Esto no la inquieta, sin embargo, el triunfo se le ha negado en 22 ediciones y ella no deja de soñar con cruzar la meta en el primer lugar.

“Este año me he preparado muy bien en la fuerza y en fondo porque en esta carrera lo primordial es tener buena resistencia, sin dejar de lado la velocidad. Mi meta es entrar en los tres primeros lugares, hay que ser claros en que llegarán atletas más jóvenes, pero obviamente no dejo de pensar en el primer lugar”.

Sin duda ella quiere añadir a su palmarés una victoria, pero haber obtenido 13 segundos lugares y cuatro terceros es también digno de resaltar, sobre todo cuando se trata de una corredora de casi cinco décadas.

Con tantas ediciones encima, no se puede cuestionar su experiencia. Tiene innumerables anécdotas, desde emocionantes cierres hasta lesiones que la dejaron fuera de competencia por mucho tiempo. Lo que sí asegura con orgullo es que siempre tuvo el coraje de terminarlas.

“El calor y la arena es un factor importante en esta carrera, cuesta mucho hacer un buen tiempo, lo importante es enfocarse y correr con precaución. Con tantos años de experiencia puedo decir que Sol y Arena nos puede pasar la factura sino la corremos adecuadamente, desde deshidratación hasta una lesión grave por lo complicado del terreno y la cantidad de gente.
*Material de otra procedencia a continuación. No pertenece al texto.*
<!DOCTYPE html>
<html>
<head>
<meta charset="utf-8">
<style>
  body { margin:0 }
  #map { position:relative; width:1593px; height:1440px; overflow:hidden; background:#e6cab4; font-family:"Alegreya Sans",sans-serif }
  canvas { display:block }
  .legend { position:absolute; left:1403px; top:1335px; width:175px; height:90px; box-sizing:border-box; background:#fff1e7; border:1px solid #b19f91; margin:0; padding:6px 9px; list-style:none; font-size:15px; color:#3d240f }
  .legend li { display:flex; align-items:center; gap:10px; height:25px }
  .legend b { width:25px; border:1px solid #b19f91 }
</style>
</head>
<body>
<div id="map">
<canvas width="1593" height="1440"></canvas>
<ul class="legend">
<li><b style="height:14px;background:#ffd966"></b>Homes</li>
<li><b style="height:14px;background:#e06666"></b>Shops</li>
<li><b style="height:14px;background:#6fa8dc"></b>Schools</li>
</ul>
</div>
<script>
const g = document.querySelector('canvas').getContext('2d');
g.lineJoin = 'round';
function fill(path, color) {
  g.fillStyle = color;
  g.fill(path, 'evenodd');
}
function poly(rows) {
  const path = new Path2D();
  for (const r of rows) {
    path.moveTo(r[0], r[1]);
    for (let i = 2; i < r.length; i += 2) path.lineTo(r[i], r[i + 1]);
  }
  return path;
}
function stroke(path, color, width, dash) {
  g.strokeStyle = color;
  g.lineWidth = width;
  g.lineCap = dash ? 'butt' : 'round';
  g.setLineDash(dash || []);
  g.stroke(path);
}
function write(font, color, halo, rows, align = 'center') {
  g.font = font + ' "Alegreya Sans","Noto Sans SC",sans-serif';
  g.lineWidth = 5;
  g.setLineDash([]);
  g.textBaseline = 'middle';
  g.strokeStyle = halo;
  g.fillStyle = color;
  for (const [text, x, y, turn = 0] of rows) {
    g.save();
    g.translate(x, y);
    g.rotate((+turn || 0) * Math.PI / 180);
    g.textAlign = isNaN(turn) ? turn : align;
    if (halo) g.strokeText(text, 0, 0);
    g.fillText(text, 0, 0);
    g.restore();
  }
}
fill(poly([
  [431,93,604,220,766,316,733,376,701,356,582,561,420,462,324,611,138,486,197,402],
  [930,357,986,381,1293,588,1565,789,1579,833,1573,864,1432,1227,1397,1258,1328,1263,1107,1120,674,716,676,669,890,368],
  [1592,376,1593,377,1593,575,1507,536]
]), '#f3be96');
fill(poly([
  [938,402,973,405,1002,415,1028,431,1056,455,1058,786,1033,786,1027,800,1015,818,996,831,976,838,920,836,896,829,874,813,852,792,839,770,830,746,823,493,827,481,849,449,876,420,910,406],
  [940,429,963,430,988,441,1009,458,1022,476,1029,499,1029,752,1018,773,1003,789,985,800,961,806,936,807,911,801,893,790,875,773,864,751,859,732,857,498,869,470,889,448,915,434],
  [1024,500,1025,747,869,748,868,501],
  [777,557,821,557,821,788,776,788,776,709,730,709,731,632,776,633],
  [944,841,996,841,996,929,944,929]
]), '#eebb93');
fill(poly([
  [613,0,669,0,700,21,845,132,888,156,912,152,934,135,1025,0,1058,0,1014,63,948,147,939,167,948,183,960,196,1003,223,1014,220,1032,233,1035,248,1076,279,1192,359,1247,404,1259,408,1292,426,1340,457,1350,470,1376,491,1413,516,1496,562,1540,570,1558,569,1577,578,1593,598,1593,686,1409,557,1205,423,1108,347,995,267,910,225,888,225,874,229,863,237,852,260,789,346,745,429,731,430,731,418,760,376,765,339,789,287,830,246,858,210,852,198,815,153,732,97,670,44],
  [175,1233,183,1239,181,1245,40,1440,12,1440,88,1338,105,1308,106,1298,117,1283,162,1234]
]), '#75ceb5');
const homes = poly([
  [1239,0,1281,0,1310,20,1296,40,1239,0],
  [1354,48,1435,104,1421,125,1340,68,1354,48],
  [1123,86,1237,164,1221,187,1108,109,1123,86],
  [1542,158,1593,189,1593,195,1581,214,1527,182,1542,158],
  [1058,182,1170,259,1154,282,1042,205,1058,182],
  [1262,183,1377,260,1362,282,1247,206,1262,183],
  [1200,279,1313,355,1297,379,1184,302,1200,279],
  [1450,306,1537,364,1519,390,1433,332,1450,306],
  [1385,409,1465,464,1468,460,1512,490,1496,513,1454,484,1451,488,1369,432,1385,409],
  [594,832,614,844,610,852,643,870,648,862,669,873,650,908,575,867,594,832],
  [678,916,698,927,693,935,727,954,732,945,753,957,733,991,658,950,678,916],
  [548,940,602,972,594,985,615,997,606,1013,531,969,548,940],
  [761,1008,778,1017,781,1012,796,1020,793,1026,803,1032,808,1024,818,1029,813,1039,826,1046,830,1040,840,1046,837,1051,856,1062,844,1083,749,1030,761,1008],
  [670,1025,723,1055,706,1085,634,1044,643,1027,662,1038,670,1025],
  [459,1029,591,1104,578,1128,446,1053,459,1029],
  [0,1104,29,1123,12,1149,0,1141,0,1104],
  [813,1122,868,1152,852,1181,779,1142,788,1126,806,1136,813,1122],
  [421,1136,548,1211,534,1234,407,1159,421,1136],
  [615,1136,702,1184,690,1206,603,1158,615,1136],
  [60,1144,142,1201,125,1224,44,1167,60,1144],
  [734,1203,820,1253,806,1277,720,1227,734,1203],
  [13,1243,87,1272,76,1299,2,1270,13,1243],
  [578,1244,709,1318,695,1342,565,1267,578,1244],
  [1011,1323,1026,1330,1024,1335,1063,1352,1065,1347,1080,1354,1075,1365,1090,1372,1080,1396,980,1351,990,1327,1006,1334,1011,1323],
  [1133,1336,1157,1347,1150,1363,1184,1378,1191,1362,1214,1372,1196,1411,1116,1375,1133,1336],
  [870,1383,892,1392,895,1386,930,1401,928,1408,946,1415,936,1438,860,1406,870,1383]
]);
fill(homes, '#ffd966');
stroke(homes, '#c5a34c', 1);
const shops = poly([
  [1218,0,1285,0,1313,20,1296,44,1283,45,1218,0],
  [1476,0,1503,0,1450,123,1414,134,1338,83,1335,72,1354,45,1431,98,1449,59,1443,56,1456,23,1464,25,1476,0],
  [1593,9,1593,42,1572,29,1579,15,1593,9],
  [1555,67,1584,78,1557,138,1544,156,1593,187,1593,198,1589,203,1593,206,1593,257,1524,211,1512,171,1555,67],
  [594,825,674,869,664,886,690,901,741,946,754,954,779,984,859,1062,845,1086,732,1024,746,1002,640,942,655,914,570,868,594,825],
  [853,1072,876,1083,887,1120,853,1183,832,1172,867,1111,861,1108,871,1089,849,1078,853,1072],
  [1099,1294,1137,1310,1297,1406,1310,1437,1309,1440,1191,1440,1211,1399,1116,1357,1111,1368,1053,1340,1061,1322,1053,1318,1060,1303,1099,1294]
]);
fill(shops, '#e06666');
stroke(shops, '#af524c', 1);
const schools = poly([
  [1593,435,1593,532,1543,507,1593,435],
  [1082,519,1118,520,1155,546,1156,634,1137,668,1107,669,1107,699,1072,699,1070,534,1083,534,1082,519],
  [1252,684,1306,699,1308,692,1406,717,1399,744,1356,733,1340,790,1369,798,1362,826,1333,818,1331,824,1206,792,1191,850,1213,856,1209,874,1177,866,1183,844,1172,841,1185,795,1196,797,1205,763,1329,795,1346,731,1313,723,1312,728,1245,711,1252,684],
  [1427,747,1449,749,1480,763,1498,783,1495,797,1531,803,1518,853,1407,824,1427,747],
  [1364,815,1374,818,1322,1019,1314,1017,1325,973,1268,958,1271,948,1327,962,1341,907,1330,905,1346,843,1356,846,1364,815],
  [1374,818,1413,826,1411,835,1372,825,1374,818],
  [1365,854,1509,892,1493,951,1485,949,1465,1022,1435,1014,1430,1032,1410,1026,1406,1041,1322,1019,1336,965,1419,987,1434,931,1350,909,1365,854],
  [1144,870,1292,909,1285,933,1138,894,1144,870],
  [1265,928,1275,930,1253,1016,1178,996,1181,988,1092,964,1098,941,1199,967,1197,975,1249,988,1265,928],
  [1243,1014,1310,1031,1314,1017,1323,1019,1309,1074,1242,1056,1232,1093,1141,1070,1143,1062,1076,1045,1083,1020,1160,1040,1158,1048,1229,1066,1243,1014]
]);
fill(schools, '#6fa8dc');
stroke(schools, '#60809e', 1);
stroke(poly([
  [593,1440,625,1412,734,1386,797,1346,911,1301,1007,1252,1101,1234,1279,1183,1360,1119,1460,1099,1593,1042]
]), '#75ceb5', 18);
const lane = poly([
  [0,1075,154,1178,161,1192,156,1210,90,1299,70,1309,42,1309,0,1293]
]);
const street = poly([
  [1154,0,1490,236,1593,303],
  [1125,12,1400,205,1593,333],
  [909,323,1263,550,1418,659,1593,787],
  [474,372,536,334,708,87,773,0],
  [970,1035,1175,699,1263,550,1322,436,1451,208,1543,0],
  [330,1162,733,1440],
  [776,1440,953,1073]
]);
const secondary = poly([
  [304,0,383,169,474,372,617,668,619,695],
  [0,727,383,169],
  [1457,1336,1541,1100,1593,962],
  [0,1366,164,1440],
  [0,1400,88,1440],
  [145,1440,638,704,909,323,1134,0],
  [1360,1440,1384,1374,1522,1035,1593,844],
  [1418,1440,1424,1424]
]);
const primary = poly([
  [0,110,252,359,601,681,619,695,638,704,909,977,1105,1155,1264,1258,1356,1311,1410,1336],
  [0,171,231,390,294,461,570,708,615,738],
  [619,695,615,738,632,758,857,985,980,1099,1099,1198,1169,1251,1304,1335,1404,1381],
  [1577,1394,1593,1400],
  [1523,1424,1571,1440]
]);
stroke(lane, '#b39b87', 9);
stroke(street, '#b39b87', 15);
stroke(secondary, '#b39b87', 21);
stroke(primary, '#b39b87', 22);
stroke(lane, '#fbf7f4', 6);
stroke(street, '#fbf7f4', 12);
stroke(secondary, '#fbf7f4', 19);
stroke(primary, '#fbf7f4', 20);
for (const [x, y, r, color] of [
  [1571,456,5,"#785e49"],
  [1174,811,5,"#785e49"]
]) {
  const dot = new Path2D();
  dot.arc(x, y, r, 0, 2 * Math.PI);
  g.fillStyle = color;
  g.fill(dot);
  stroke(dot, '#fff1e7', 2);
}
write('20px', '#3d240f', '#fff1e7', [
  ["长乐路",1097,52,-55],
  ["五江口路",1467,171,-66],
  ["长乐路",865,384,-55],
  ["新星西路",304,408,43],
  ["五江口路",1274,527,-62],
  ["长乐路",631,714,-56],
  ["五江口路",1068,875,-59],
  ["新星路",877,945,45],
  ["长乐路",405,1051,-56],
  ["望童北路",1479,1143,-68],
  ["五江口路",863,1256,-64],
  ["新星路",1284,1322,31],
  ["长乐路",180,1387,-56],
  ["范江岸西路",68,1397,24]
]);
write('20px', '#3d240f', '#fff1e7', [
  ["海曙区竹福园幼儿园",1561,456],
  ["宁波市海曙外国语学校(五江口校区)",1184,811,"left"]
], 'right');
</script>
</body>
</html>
Gracias a Dios nunca me he tenido que retirar”.

“Cuando se acerca esta preba siempre se me viene a la memoria esos cierres emocionantes peleando por el primer lugar con Thelma Zúñiga, Rita Meoño o Zulay Carvajal, y más recientemente con Gabriela Traña, Jenny Méndez y Mónica Vargas”.

Como ven, ella ha dado la pelea en todas las ediciones ante reconocidas atletas. Su mejor tiempo es de 38 minutos porque confiesa que hay muchos factores que impiden bajarlo.

“Los primeros 200 metros son muy duros, se hunden mucho los pies y hay que tener mucha fuerza, ahí se pierde mucho tiempo, pero no hay que desesperarse.  La llegada es similar, esa es la parte más difícil por el cansancio acumulado. Es una carrera que se empieza pero que no se sabe si se va a poder terminar”.

Este sábado a las 4:30 p.m., una vez más, Cristina Marín estará luchando por la victoria.